The petApetD intergenic region, like most in the Chlamydomonas chloroplast, is heavily populated with repeat sequences (Maul et al. 2002); and such repeat-infested regions in chloroplasts have been hypothesized to be mutational hotspots and promote genome rearrangements (Palmer et al. 1985; Palmer 1991; Boynton et al. 1992; Newman et al. 1992; Morton and Clegg 1993; Cosner et al. 1997). The petApetD intergenic region is saturated with SDRs, as shown in Fig. 5B, in contrast to the adjacent protein-coding regions. Because all the petA 3′ ends mapped in this study appear to be associated with inverted SDRs, it could be argued that selection is acting to maintain these SDR copies as a mechanism to provide alternative functional 3′ maturation sites. Equally, one could contend that utilization of SDRs is a consequence of their presence and confers no selective advantage. Because deletion of the Chlamydomonas atpB or psaB 3′ IRs causes a photosynthetically impaired phenotype (Stern et al. 1991; Lee et al. 1996), redundancy could clearly be advantageous in some circumstances. In a more general sense, nucleus-encoded mRNAs are often found with multiple polyadenylation sites (Legendre and Gautheret 2003), which can have substantial consequences for gene regulation (Cui et al. 2003). Although we previously reported that 3′ end-processing facilitates translation in Chlamydomonas chloroplasts (Rott et al. 1998a), we have not yet determined whether the petA transcripts described here are differentially translated, or have different stabilities.

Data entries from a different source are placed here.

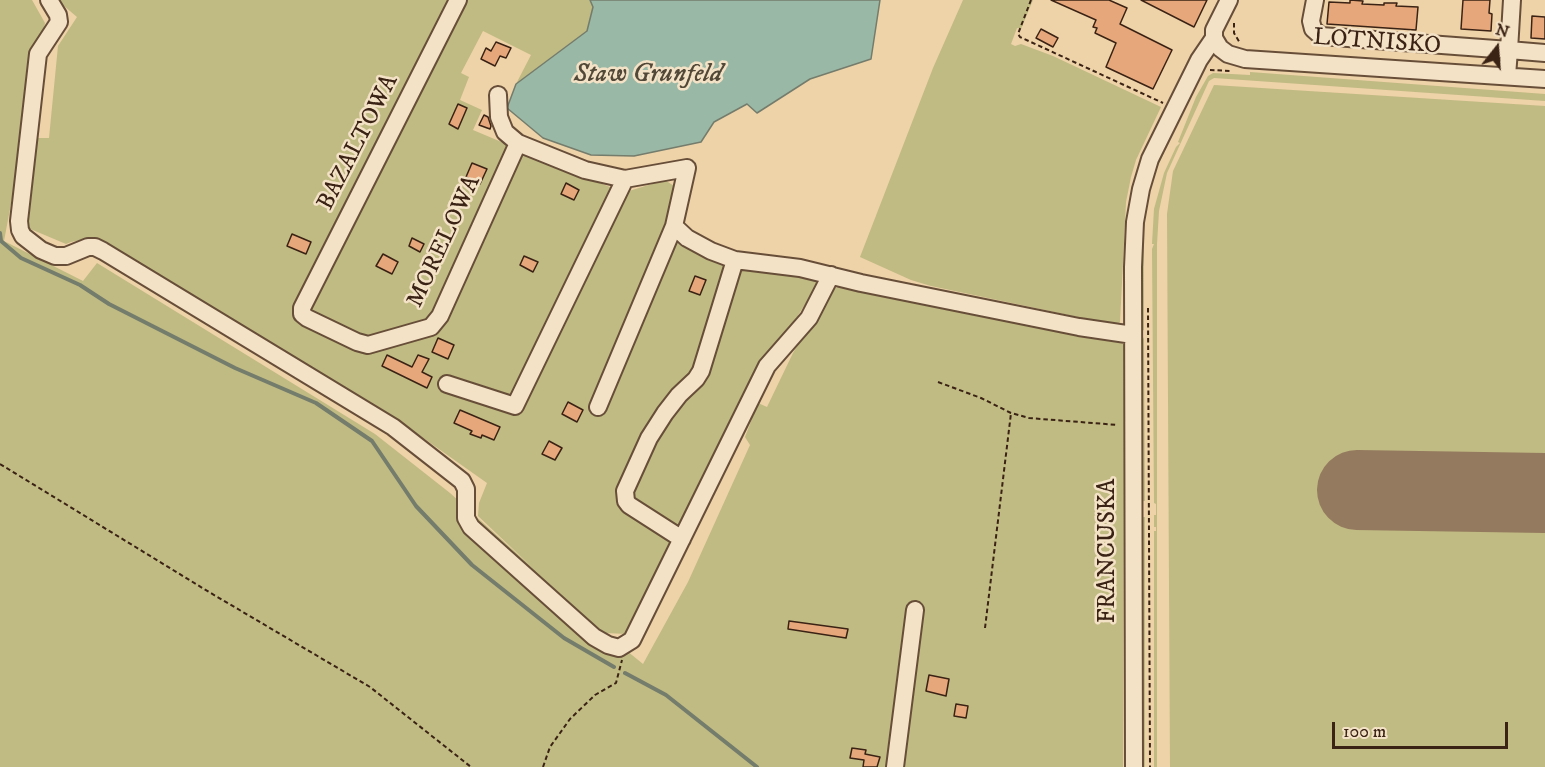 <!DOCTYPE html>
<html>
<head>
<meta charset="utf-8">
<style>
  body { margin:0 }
  #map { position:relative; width:1545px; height:767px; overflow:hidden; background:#eed2a8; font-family:"IM FELL DW Pica",serif }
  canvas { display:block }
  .north { position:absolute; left:1467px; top:18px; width:60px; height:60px; -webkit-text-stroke:4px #f4e2c6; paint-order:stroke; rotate:17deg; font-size:16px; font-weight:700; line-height:24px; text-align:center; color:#3a2214 }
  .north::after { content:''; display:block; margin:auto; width:21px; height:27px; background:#3a2214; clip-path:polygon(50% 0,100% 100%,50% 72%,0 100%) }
  .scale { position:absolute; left:1332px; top:722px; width:176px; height:27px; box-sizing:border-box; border:3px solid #3a2214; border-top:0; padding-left:8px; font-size:18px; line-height:21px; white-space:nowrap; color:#3a2214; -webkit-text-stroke:4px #f4e2c6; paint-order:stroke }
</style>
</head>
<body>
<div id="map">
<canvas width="1545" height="767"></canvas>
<div class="north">N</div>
<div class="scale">100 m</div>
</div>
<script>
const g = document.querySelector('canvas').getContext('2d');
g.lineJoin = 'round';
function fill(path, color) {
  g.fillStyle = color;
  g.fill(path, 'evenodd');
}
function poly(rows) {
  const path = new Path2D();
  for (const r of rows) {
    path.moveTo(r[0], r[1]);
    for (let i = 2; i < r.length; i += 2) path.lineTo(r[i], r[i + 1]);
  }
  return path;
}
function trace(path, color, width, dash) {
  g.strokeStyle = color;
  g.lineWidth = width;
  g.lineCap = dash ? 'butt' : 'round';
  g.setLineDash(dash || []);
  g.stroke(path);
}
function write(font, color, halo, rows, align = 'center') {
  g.font = font + ' "IM FELL DW Pica",serif';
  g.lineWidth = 5;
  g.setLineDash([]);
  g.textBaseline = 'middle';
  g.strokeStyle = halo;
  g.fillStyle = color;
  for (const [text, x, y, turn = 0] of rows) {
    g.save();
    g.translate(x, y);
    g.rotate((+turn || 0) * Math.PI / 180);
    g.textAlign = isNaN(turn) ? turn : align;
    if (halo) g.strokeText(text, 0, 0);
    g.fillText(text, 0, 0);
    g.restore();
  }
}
fill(poly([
  [0,0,32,0,45,23,4,241,83,281,97,263,375,434,450,493,532,567,478,516,479,503,487,483,385,411,95,237,71,242,66,244,28,228,36,138,49,138,58,46,77,17,57,0,453,0,296,312,357,347,428,336,522,152,610,187,629,191,665,180,677,188,665,228,739,268,822,278,786,334,756,373,670,543,627,634,605,633,643,664,688,582,750,445,745,437,758,403,767,407,793,353,830,290,841,286,1118,340,1124,345,1123,767,0,767],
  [463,0,590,0,593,7,587,31,516,84,531,55,483,31,461,73,469,77,460,100,482,110,473,130,511,146,429,323,367,340,308,313],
  [963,0,1033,0,1021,29,1017,28,1011,44,1015,46,1021,44,1053,56,1161,107,1136,160,1131,177,1126,202,1120,322,1116,325,931,286,911,280,860,257,933,68],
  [1250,72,1545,94,1545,101,1214,78,1209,81,1167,173,1159,211,1157,244,1157,767,1154,767,1154,531,1156,531,1156,527,1154,527,1154,515,1156,515,1156,504,1154,503,1152,249,1154,244,1152,244,1154,209,1164,173,1176,147,1180,143,1178,142,1196,97,1208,76,1213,73,1250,75],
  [1214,85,1545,106,1545,767,1170,767,1167,214,1173,171],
  [1188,98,1155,173,1148,195,1144,227,1144,330,1139,332,1140,235,1152,170],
  [1143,337,1144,339,1145,501,1140,501,1139,338],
  [1140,517,1145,517,1145,767,1141,767]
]), '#c0ba83');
const water = poly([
  [590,0,880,0,871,59,810,79,757,113,747,104,714,122,701,142,634,156,591,155,543,138,507,108,516,84,587,31,593,7,590,0]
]);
fill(water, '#9ab8a6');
trace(water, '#747c6c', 1.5);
trace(poly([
  [0,233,1,241,21,258,80,285,109,304,235,368,316,403,372,441,416,506,472,565,564,638,614,667],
  [625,673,666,695,757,767]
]), '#747c6c', 4);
trace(poly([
  [1357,490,1545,493]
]), '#947a5e', 80);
const building = poly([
  [1051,0,1109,0,1127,8,1120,24,1172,50,1153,89,1106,67,1116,43,1095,33,1097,28,1093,27,1096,20,1051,0],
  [1141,0,1207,0,1194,27,1141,0],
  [1350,0,1363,1,1362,4,1384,5,1384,3,1397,3,1396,6,1418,7,1416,30,1327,24,1329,2,1350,3,1350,0],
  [1463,0,1490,0,1489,13,1492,14,1491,31,1461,29,1463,0],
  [1532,16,1545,17,1545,39,1531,38,1532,16],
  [1041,29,1058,38,1053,47,1036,38,1041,29],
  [496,42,511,48,506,58,500,56,495,66,481,59,486,48,491,51,496,42],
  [458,104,467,108,458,129,449,124,458,104],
  [484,115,488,117,491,126,490,129,479,125,484,115],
  [472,163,487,169,480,184,466,177,472,163],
  [566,183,579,190,574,200,561,194,566,183],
  [292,234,311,242,306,254,287,246,292,234],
  [412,238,424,244,420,252,409,246,412,238],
  [383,254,398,262,392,274,376,266,383,254],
  [524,256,538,262,533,272,520,265,524,256],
  [695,276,706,280,700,295,689,291,695,276],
  [438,338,454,345,448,359,432,352,438,338],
  [387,355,412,367,418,355,429,359,422,372,432,377,427,388,382,366,387,355],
  [568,402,583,410,577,422,562,414,568,402],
  [460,410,500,427,494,440,482,435,481,438,470,434,472,431,454,423,460,410],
  [549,441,562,448,555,460,542,454,549,441],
  [789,621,848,629,846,638,788,629,789,621],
  [929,675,949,679,946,696,926,691,929,675],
  [956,704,968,706,966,718,954,716,956,704],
  [852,748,866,750,865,754,880,757,877,767,863,767,864,760,850,758,852,748]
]);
fill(building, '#e6a87b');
trace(building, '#3a2214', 1.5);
const minor = poly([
  [49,0,58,15,59,22,38,54,19,221,20,230,23,236,41,250,55,256,66,256,88,247,95,247,103,251,393,427,462,481,466,489,466,518,471,527,594,637,608,645,619,648,632,640,767,366,809,318,831,275],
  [458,0,302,308,302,314,307,318,357,342,368,345,431,327,440,316,518,143],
  [1315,0,1311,21,1313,29,1321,36,1509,50,1507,76],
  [1512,0,1509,50,1545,53],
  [1214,38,1220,48,1228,54,1245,59,1545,79],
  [498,95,499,117,505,132,518,143,585,170,625,179,687,168,674,226,687,238,711,251,735,260,800,268,861,283,1079,327,1133,335],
  [447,384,515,406,625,179],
  [598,407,674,226],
  [682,539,629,505,626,501,625,491,649,438,665,413,679,395,696,379,701,371,735,260],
  [895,767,915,610],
  [1134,767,1133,267,1135,222,1141,189,1150,159,1199,60,1214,38,1214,30,1229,0]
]);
trace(minor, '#674e39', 20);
trace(poly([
  [1031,0,1018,34,1020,37,1163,103],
  [1234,23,1234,33,1240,43],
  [1210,70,1231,71],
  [1148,308,1150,767],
  [938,382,981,398,1011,413,1029,418,1118,425],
  [0,464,209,592,370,687,471,767],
  [985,628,1011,413],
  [543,767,550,747,570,719,595,695,616,683,622,660]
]), '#3a2214', 2, [4.5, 3]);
trace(minor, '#f4e2c6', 16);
write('24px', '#3a2214', '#f4e2c6', [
  ["LOTNISKO",1377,43,4],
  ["BAZALTOWA",359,143,-63],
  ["MORELOWA",445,242,-65],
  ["FRANCUSKA",1109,551,-90]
]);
write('italic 26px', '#524838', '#f4e2c6', [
  ["Staw Grunfeld",648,76]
]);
</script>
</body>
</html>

It is also unclear how many Chlamydomonas chloroplast transcripts have 3′ termini coinciding with SDRs. Only a few 3′ ends have been definitively mapped, in particular those of atpB, petD, psaB, and rbcL (Stern et al. 1991; Blowers et al. 1993; Sakamoto et al. 1993). Each of these 3′ ends corresponds to an IR; and each of these IRs contains sequences also found in SDRs, both in small (10–20 members) and large families (data not shown). At the least, this points to petA as not being a unique case and suggests that further association of SDRs with RNA 3′ ends (and possibly other gene expression functions) is likely to be uncovered.